Requirement:
Where the line containing "<b>15:03</b>" appears, start copying; continue through the last line below and copy nothing else.

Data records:
- - - - -

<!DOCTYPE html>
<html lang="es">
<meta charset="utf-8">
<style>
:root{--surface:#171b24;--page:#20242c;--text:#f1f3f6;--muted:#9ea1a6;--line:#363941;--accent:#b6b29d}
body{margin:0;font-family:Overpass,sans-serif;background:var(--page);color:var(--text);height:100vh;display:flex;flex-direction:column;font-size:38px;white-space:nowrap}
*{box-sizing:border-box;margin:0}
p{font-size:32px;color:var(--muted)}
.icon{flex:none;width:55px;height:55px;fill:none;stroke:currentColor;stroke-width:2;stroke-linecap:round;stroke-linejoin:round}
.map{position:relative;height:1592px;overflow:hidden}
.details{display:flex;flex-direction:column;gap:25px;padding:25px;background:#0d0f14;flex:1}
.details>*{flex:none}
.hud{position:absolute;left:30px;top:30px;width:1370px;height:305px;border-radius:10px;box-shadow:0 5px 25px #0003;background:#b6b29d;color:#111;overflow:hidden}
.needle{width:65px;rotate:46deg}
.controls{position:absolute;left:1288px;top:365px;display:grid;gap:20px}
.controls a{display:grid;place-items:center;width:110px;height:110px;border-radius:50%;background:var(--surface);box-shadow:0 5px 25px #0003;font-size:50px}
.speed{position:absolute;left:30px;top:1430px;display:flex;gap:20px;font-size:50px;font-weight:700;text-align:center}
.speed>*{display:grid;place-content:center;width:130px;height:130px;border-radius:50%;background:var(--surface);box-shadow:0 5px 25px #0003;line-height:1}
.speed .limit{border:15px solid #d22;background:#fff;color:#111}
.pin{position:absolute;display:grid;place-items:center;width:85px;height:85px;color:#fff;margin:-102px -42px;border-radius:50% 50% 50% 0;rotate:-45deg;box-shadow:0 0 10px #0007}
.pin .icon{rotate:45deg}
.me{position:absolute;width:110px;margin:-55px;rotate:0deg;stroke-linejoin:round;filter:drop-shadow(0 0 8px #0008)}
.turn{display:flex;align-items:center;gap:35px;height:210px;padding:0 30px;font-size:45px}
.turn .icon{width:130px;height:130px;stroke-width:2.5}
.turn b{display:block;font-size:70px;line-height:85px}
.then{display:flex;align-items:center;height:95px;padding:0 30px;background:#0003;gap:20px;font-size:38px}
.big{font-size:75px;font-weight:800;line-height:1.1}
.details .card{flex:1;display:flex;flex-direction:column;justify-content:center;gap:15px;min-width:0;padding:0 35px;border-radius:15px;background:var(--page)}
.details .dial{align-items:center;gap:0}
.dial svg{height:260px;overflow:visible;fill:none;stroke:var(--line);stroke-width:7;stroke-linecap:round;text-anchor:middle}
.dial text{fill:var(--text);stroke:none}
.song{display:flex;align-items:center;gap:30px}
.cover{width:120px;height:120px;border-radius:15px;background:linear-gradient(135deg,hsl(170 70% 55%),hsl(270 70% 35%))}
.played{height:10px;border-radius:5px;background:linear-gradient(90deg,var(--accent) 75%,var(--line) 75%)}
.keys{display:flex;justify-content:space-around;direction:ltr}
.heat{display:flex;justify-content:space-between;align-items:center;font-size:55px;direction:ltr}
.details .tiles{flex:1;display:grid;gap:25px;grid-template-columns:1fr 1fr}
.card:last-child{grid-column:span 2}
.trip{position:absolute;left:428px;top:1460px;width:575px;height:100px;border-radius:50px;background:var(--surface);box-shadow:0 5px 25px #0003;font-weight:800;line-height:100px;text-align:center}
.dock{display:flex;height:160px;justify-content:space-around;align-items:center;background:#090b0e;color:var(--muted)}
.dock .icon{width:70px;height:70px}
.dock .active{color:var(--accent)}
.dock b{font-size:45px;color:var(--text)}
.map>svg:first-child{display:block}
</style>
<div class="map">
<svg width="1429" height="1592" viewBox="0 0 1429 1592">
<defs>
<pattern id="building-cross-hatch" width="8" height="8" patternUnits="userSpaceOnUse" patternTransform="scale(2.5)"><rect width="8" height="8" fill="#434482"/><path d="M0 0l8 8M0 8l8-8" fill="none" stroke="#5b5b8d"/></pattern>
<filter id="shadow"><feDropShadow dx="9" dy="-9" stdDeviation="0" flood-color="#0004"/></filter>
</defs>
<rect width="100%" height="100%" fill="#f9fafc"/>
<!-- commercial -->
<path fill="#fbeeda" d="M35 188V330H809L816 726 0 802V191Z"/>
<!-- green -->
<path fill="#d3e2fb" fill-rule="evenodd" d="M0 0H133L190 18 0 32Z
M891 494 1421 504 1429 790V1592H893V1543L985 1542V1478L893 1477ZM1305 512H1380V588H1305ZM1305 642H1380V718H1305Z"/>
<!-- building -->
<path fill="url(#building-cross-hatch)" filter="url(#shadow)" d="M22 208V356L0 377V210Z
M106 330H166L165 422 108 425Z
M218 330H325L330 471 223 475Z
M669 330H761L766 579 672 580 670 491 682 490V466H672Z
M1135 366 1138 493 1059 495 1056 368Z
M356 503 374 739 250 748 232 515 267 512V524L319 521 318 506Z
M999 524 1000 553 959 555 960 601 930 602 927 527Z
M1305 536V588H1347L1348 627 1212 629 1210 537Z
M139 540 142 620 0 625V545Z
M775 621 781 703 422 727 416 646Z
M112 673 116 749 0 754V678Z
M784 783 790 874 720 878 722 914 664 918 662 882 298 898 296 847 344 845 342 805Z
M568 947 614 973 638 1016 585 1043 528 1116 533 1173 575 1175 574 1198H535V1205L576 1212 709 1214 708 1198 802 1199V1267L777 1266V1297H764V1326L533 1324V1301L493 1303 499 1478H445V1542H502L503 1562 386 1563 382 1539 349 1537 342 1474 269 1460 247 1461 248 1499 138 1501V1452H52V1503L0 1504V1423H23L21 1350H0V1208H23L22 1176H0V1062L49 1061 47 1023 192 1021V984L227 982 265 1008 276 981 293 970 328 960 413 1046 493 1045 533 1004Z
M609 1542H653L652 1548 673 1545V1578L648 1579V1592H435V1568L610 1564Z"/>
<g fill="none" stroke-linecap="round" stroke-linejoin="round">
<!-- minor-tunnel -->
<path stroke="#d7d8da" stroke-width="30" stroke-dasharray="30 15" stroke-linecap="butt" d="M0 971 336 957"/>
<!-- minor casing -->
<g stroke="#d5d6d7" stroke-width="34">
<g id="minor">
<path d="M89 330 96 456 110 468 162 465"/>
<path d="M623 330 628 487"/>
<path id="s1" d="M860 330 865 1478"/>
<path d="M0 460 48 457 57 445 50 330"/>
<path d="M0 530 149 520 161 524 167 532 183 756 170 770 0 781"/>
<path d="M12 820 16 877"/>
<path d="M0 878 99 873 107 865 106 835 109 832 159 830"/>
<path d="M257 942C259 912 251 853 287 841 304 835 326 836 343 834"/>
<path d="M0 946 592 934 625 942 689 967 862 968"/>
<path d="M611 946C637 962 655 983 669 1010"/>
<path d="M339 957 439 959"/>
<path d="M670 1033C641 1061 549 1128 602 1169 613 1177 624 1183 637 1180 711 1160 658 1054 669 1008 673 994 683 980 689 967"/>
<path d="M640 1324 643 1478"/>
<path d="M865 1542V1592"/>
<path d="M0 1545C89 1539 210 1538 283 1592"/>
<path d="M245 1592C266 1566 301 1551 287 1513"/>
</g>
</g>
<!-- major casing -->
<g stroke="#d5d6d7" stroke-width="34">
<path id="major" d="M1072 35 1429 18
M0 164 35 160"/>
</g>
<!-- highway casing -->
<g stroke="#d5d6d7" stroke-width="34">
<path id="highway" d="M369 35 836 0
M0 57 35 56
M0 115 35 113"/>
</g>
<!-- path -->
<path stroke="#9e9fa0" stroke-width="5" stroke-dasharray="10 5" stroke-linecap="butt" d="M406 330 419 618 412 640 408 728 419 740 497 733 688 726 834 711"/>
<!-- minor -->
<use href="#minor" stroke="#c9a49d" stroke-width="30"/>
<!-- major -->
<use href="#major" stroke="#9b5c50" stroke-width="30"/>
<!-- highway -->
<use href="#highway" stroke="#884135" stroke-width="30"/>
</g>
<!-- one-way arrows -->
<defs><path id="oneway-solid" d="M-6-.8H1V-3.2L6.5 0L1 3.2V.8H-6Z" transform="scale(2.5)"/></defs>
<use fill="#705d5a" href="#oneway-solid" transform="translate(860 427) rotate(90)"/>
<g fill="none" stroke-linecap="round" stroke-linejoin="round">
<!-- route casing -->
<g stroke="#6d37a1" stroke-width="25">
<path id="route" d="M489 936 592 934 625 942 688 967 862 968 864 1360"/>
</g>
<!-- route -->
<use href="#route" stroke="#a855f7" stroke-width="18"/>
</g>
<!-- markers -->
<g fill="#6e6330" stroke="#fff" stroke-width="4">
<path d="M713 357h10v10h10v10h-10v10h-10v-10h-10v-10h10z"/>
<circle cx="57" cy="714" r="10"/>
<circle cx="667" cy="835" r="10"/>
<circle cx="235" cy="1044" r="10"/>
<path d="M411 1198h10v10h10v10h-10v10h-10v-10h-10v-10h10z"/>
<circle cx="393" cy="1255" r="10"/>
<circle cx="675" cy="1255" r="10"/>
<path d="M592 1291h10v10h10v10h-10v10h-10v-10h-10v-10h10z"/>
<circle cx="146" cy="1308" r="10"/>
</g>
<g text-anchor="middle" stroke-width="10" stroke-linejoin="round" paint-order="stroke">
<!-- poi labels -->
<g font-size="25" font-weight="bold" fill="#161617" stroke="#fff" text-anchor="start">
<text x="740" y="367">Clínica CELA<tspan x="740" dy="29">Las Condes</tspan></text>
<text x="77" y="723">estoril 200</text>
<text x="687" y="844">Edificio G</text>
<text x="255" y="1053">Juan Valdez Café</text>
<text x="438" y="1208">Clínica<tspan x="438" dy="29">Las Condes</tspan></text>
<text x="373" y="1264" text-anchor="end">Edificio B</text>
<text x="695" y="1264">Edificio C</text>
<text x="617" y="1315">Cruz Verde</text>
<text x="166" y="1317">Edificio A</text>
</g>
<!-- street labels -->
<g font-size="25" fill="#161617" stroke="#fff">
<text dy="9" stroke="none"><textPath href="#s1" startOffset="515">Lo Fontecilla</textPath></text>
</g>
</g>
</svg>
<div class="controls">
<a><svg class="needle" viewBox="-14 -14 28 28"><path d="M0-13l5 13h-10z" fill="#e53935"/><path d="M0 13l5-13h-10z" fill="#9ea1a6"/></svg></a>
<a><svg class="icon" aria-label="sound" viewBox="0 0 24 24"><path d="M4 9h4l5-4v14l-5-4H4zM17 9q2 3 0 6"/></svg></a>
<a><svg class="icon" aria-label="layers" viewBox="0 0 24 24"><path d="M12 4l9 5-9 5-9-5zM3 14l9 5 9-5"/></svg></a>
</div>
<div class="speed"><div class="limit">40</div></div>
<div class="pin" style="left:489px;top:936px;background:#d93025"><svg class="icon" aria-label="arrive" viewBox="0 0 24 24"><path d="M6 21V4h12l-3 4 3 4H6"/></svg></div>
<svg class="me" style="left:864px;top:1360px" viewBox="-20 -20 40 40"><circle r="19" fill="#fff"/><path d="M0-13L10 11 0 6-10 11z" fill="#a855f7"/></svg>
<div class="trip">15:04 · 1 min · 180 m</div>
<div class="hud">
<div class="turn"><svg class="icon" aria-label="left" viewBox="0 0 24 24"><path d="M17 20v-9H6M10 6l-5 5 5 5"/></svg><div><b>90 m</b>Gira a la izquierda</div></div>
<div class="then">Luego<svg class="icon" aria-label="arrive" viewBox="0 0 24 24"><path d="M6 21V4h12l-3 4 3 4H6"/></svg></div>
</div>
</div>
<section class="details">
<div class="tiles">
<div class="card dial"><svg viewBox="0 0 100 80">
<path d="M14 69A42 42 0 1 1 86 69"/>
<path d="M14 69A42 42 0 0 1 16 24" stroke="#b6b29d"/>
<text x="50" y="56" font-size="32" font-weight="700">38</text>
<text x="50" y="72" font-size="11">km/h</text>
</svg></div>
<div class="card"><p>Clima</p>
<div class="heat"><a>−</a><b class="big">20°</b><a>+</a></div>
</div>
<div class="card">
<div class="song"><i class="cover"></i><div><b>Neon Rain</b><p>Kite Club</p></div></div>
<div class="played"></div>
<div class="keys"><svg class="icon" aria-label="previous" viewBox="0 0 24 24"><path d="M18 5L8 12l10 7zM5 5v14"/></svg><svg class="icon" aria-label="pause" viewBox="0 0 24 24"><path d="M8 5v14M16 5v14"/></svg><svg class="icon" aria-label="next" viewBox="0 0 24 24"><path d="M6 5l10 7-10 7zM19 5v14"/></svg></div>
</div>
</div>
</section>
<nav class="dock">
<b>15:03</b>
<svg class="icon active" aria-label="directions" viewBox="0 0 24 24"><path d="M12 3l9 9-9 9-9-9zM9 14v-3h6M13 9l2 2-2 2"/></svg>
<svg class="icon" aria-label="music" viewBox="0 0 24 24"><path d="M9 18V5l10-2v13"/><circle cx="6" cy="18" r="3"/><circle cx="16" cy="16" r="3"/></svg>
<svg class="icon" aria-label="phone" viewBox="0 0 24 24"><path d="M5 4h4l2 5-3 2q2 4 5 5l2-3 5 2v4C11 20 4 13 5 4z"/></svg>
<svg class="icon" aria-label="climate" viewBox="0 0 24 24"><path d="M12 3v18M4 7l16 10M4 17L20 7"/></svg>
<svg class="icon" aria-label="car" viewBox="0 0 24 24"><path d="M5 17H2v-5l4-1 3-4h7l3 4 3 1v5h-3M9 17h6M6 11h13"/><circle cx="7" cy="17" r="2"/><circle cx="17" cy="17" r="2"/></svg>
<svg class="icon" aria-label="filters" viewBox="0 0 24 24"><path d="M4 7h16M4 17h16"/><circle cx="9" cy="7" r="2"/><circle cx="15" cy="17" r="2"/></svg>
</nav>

- - - - -

Solution:
<b>15:03</b>
<svg class="icon active" aria-label="directions" viewBox="0 0 24 24"><path d="M12 3l9 9-9 9-9-9zM9 14v-3h6M13 9l2 2-2 2"/></svg>
<svg class="icon" aria-label="music" viewBox="0 0 24 24"><path d="M9 18V5l10-2v13"/><circle cx="6" cy="18" r="3"/><circle cx="16" cy="16" r="3"/></svg>
<svg class="icon" aria-label="phone" viewBox="0 0 24 24"><path d="M5 4h4l2 5-3 2q2 4 5 5l2-3 5 2v4C11 20 4 13 5 4z"/></svg>
<svg class="icon" aria-label="climate" viewBox="0 0 24 24"><path d="M12 3v18M4 7l16 10M4 17L20 7"/></svg>
<svg class="icon" aria-label="car" viewBox="0 0 24 24"><path d="M5 17H2v-5l4-1 3-4h7l3 4 3 1v5h-3M9 17h6M6 11h13"/><circle cx="7" cy="17" r="2"/><circle cx="17" cy="17" r="2"/></svg>
<svg class="icon" aria-label="filters" viewBox="0 0 24 24"><path d="M4 7h16M4 17h16"/><circle cx="9" cy="7" r="2"/><circle cx="15" cy="17" r="2"/></svg>
</nav>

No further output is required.